Hingga saat ini, Harvey masih bingung mengenai asal perhitungan kerugian negara yang mencapai Rp300 triliun dalam kasus timah. Dia bahkan menyatakan bahwa auditor, jaksa, dan masyarakat Indonesia seolah telah "diprank" oleh ahli tersebut. "Saya yakin majelis hakim tidak akan bisa diprank oleh ahli," tutup Harvey.
Tuntutan bagi Harvey Moeis
foto: liputan6.com
Dalam kasus dugaan korupsi pengelolaan tata niaga komoditas timah di wilayah izin usaha pertambangan (IUP) PT Timah Tbk pada tahun 2015--2022, Harvey dituntut dengan pidana penjara selama 12 tahun dan denda Rp1 miliar. Jika denda tidak dibayar, maka akan diganti dengan pidana kurungan selama 1 tahun.
Harvey juga dituntut untuk membayar uang pengganti sebesar Rp210 miliar, yang jika tidak dibayar akan diganti dengan pidana penjara selama 6 tahun.
Dia dinilai melanggar Pasal 2 ayat (1) juncto Pasal 18 Undang-Undang Nomor 31 Tahun 1999 tentang Pemberantasan Tindak Pidana Korupsi yang telah diubah dengan UU Nomor 20 Tahun 2001 jo. Pasal 55 ayat (1) ke-1 KUHP dan Pasal 3 UU Nomor 8 Tahun 2010 tentang Pencegahan dan Pemberantasan Tindak Pidana Korupsi jo. Pasal 55 ke-1 KUHP.

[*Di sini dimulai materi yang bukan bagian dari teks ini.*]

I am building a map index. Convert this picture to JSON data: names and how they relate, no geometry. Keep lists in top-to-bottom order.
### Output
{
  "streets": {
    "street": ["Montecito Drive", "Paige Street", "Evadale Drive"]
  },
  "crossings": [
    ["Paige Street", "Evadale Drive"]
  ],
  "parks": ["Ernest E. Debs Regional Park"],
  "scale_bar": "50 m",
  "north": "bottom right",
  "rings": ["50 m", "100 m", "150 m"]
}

Selain Harvey, terdapat juga Suparta selaku Direktur Utama PT RBT dan Reza Andriansyah selaku Direktur Pengembangan Usaha PT RBT yang juga dijatuhkan tuntutan dalam sidang yang sama. Suparta dituntut pidana penjara selama 14 tahun, denda Rp1 miliar, dan pembayaran uang pengganti sebesar Rp4,57 triliun.
Sementara Reza dituntut pidana penjara selama 8 tahun dan denda Rp750 juta, dengan subsider pidana kurungan selama 6 bulan. Dalam kasus ini, ketiga terdakwa diduga menyebabkan kerugian negara sebesar Rp300 triliun, yang mencakup kerugian dari berbagai aktivitas yang tidak sesuai dengan ketentuan.
Kerugian tersebut terdiri dari Rp2,28 triliun akibat kerja sama sewa-menyewa alat pengolahan, Rp26,65 triliun dari pembayaran biji timah kepada mitra tambang, dan Rp271,07 triliun yang berkaitan dengan kerugian lingkungan.
Harvey diduga menerima uang sebesar Rp420 miliar bersama Helena Lim, sedangkan Suparta diduga menerima aliran dana sebesar Rp4,57 triliun. Reza, meskipun tidak menerima aliran dana, diduga terlibat dan mengetahui semua perbuatan korupsi tersebut.